▶ _TASK_:
Reproduce the opening lines of the records exactly, up to and including the line in which "Transcribe the names and structure of the" occurs.

[Records excerpted from a collection]
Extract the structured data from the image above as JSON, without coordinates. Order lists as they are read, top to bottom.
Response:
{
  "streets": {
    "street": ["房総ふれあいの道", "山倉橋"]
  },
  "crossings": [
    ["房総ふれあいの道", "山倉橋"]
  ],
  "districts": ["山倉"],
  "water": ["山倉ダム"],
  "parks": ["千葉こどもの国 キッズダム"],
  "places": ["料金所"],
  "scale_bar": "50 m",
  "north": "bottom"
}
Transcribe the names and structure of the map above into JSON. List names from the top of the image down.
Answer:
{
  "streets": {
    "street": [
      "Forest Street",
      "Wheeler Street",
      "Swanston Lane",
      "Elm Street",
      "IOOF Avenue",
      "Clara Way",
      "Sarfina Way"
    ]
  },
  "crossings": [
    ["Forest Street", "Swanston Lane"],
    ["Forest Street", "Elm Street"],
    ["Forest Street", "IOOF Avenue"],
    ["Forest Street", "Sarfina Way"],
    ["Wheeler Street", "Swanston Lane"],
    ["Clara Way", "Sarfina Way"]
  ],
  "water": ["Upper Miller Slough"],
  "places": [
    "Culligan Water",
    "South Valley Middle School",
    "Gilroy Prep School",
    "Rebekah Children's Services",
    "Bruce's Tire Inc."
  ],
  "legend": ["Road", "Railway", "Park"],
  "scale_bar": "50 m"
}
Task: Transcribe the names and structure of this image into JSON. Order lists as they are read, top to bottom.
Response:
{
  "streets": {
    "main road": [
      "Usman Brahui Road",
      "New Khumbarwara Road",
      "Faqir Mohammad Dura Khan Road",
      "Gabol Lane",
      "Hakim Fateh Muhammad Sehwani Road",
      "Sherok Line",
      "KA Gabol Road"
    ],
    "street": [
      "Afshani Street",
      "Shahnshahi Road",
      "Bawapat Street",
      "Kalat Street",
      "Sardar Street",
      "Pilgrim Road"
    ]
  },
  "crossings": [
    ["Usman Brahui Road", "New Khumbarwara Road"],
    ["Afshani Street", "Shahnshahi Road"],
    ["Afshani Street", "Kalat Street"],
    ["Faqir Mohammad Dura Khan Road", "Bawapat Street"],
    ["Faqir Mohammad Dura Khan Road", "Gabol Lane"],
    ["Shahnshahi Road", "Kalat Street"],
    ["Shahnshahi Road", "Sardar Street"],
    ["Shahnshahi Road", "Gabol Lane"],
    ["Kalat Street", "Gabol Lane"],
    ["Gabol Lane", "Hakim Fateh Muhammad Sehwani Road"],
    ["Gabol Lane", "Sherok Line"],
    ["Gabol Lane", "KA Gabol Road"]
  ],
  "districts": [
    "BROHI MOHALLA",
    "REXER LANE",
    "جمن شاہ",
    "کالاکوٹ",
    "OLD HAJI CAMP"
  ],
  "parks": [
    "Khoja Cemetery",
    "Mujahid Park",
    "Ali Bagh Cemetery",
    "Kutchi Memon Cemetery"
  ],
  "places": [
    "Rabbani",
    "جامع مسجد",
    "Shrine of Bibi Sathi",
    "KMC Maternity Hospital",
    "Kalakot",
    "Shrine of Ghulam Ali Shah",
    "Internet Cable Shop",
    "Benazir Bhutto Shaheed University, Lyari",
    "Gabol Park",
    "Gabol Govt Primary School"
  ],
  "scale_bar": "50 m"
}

▶ _TASK RESULT_:
Extract the structured data from the image above as JSON, without coordinates. Order lists as they are read, top to bottom.
Response:
{
  "streets": {
    "street": ["房総ふれあいの道", "山倉橋"]
  },
  "crossings": [
    ["房総ふれあいの道", "山倉橋"]
  ],
  "districts": ["山倉"],
  "water": ["山倉ダム"],
  "parks": ["千葉こどもの国 キッズダム"],
  "places": ["料金所"],
  "scale_bar": "50 m",
  "north": "bottom"
}
Transcribe the names and structure of the map above into JSON. List names from the top of the image down.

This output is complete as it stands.